# Boat ID



## Shipman (Jul 2, 2019)

I need to figure out the manufacturer and an approximate year to register this boat.
Kinda looks like a Lone Star, except seat mounting.
Please advise.


----------



## GTS225 (Jul 2, 2019)

My '68 Richland looks identical as far as seat mounting, with the vertical brace to the keel. The bow grab handle, as well as the stiffeners at an angle in the bow also look the same. Care to toss in a pic of the transom brace?
Additionally, mine had a data plate attached to the transom wood, inside the hull, in the starboard corner. That may not help you if the transom has been replaced.
On second look, it appears that a previous owner removed the bow seat.

Roger


----------



## Shipman (Jul 2, 2019)

Yes, unfortunately, they cut out the bow seat.

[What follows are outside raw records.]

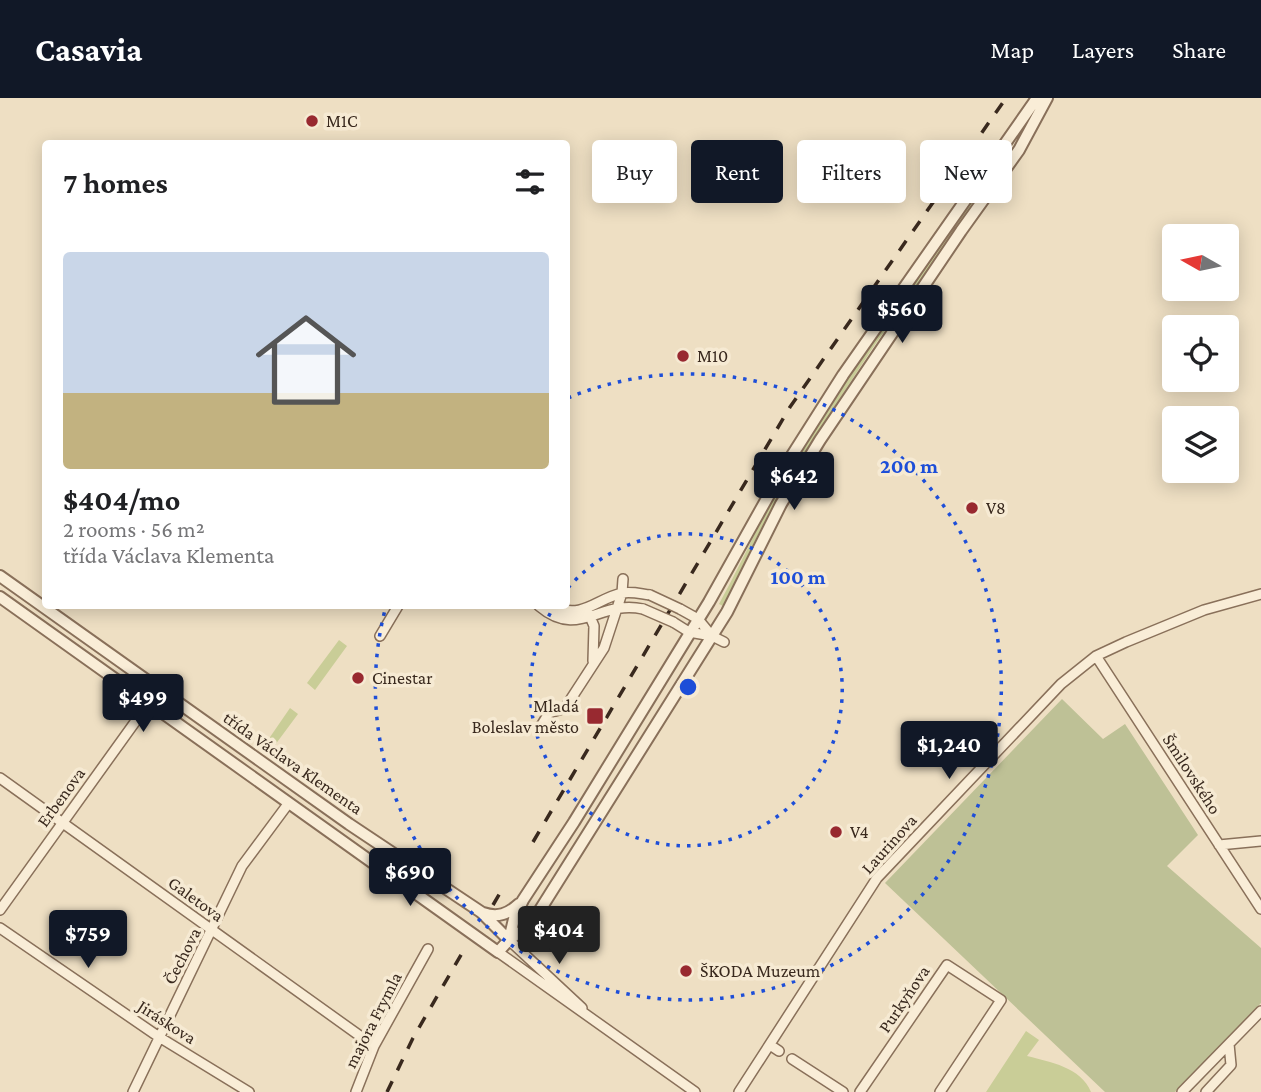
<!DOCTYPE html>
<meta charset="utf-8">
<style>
body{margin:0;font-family:"Crimson Pro",serif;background:#f2f2f2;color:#202124;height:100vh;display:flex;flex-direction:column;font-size:26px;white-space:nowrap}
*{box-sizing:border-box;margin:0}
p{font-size:23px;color:#757577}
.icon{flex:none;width:38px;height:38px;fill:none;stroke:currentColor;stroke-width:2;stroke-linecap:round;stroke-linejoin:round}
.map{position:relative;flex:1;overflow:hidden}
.panel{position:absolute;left:42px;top:42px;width:528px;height:469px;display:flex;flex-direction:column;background:#fff;border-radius:7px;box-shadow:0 4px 18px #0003}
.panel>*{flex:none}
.banner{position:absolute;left:592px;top:42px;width:564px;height:63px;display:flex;gap:14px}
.needle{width:46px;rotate:279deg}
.tools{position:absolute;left:1162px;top:126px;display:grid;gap:14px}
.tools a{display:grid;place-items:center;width:77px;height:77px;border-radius:7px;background:#fff;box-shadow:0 4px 18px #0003;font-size:35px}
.price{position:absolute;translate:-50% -60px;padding:0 16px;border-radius:7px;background:#111827;color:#fff;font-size:23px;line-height:46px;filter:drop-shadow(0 2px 4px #0008)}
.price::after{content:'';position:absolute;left:50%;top:42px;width:21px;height:16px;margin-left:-10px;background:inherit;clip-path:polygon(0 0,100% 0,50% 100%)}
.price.selected{background:#222;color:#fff}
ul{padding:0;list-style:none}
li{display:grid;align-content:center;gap:14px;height:371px;padding:0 21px}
li span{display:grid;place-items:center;height:217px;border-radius:7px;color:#555}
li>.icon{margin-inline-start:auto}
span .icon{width:126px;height:126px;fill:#fffc;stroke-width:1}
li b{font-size:30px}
h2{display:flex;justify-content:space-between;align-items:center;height:84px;padding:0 21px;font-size:30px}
.tag{padding:0 24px;border-radius:7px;background:#fff;box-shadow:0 4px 18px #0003;font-size:24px;line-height:63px}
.tag.selected{background:#111827;color:#fff}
header{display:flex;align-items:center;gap:42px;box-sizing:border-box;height:98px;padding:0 35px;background:#111827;color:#fff}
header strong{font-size:33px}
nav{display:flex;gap:38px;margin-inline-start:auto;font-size:24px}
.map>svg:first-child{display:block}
</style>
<header>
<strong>Casavia</strong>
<nav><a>Map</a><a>Layers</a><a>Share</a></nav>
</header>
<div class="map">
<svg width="1261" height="994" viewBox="0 0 1261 994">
<rect width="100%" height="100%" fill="#eedfc3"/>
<path fill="#c9cd97" d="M988 85 872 251 814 340 760 433 723 508 719 506C740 468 757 429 778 392 841 285 913 186 985 86Z
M339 542 347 548 315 592 307 585Z
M290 610 298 616 275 647 268 642Z
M1026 933 1039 942 1027 958C1050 964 1081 969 1091 994H986Z"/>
<path fill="#bec196" d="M1062 601 1103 641 1125 626 1198 737 1167 768 1261 850V905L1175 994H1105L885 785Z"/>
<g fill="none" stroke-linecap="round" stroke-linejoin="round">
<defs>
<path id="minor" d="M539 508C579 542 600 501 643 511
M554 509C584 521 596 501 622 495 632 493 641 496 650 497
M680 511 698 521 712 538
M589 516 594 528 593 563
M673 524 689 534 712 538 724 544
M380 538 398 508
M1096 558 1261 811
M541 628 549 615 565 610 604 550 622 495 623 481
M0 680 374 948
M1219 747 1261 743
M0 812 158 592
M0 830 159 939 249 994
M509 842 582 910
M498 854 695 994
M770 947 779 953
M792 961 843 994
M133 994 242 768 288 706
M356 994 374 948 428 851
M739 994 877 780 1061 586 1096 558 1126 544 1204 512 1261 496
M860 994 947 867 1001 902 940 994
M1182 994 1261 913
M1206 994 1231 967 1229 946"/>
<path id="tertiary" d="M0 478 349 726 481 814 509 842
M0 499 498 854 509 842 527 829 540 812 727 514 781 406 820 342 961 133 1019 52 1047 0
M483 815C498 820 508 816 519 806
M509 842 514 821 523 802 574 724 709 504 784 370 843 277 1037 0"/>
</defs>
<use href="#minor" stroke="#89705a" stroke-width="12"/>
<use href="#tertiary" stroke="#89705a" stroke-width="14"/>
<use href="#minor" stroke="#f9edd7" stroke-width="9"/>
<use href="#tertiary" stroke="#f9edd7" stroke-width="10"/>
<path stroke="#39291e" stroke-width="3.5" stroke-dasharray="12 12" stroke-linecap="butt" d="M533 744 790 309 1006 0
M493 807 500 795
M387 994 413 940 465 850"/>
<defs>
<path id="minor-bridge" d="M650 497 680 511
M643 511 673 524"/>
</defs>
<use href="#minor-bridge" stroke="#89705a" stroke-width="12" stroke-linecap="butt"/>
<use href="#minor-bridge" stroke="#f9edd7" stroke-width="9"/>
</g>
<g fill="none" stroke="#1d4ed8" stroke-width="3.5" stroke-dasharray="3.5 7">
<path d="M568 490A156 156 0 1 1 554 509"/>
<path d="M568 300A313 313 0 1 1 386 508"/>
</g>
<g fill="#982930" stroke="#f6ead3" stroke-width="2.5">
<circle cx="312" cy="23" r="7"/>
<circle cx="683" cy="258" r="7"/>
<circle cx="972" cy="410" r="7"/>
<circle cx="358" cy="580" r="7"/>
<rect x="586" y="609" width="18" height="18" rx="3.5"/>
<circle cx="836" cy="734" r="7"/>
<circle cx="686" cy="873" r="7"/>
</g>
<g text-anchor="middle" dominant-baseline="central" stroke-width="7" stroke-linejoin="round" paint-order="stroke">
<g font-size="18" fill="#39291e" stroke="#f6ead3" text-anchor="start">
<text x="326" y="23">M1C</text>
<text x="697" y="258">M10</text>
<text x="986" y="410">V8</text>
<text x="372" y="580">Cinestar</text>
<text x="579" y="608" text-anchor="end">Mladá<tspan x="579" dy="21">Boleslav město</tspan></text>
<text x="850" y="734">V4</text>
<text x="700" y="873">ŠKODA Muzeum</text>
</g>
<g font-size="18" fill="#39291e" stroke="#f6ead3">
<text transform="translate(293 665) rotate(35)">třída Václava Klementa</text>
<text transform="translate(1192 676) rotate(57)">Šmilovského</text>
<text transform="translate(61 699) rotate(-54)">Erbenova</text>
<text transform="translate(889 746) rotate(-48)">Laurinova</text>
<text transform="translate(196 801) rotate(36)">Galetova</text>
<text transform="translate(182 858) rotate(-63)">Čechova</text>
<text transform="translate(904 901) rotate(-56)">Purkyňova</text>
<text transform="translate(373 922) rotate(-63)">majora Frymla</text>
<text transform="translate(167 924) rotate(33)">Jiráskova</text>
</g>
</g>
<circle cx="688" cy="589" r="10" fill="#1d4ed8" stroke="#f6ead3" stroke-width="3.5"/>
<g font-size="21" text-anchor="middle" font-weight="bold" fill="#1d4ed8" stroke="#f6ead3" stroke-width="7" stroke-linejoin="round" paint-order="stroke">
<text x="909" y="375">200 m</text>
<text x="798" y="486">100 m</text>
</g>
</svg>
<div class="tools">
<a><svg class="needle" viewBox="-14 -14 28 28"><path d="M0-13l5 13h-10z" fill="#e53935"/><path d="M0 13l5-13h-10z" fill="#757577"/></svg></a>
<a><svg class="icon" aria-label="locate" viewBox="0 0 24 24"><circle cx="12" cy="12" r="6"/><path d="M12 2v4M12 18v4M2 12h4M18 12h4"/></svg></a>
<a><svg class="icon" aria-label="layers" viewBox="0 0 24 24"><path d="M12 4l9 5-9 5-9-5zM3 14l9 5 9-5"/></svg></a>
</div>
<b class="price" style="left:902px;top:247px">$560</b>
<b class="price" style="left:794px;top:414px">$642</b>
<b class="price" style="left:143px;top:636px">$499</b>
<b class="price" style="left:949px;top:683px">$1,240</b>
<b class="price" style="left:410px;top:810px">$690</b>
<b class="price selected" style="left:559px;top:868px">$404</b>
<b class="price" style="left:88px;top:872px">$759</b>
<div class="banner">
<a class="tag">Buy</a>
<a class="tag selected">Rent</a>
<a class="tag">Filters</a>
<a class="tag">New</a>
</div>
<section class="panel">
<h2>7 homes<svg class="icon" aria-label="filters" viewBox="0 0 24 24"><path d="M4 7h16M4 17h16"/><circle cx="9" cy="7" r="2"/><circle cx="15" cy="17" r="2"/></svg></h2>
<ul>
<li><span style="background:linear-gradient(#c9d6e8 65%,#c2b280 0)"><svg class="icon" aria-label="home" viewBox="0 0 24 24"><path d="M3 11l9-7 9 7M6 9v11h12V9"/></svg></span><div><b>$404/mo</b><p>2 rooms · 56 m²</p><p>třída Václava Klementa</p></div></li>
</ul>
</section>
</div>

I think this is a contributing factor the the leaking seem. I will be affixing a seat to help with bracing and reduce flexing.
I will add a picture of the transom brace this evening.
Thanks!


----------



## GTS225 (Jul 2, 2019)

How's the foam in the seat structures? (You did find that, didn't you?) Mine still had foam there, but it was in pretty bad shape. I ended up drilling the rivets out, removing the old and installing new foam, then remounting the seats with stainless machine screws, rubber-backed sealing washers, and nylock nuts. I also added 3/4"x 3/4" x 1/8" aluminum angle under both the forward and aft edges of all seats for additional strength. It's been on a back burner for two years, though.
I was a little dismayed about how thin the sheet was that they made the boat out of.
BTW, what city/state are you located in? I'm in Iowa. (I may be able to make you a heck of a deal if it's not too far away.)

Roger


----------



## Shipman (Jul 3, 2019)

I have no seats at the moment. The long riveted seems on both sides of the bow leak. Trying to decide if trying to fix is a fools errand. I think cutting out the front seat was a mistake considering the flex. I would like to break the cycle of compounding errors. 
I am in NC.
Attaching picture of transom brace.


----------



## GTS225 (Jul 3, 2019)

Well, the transom brace doesn't match mine. Mine is a cast aluminum, rather than stamped one. My boat is a 10-foot, (but actual distance is closer to 10'6".) That stamped brace could be a year or model difference. Everything else looks the same as mine, though. Even down to the gunwale trim strips and the gunwale to transom corner braces.
NC.....to far away. I was considering offering mine, with the trailer, for a C-note. (I stumbled across a good deal on a 14-foot flat bottom hull two years ago.)

Roger


----------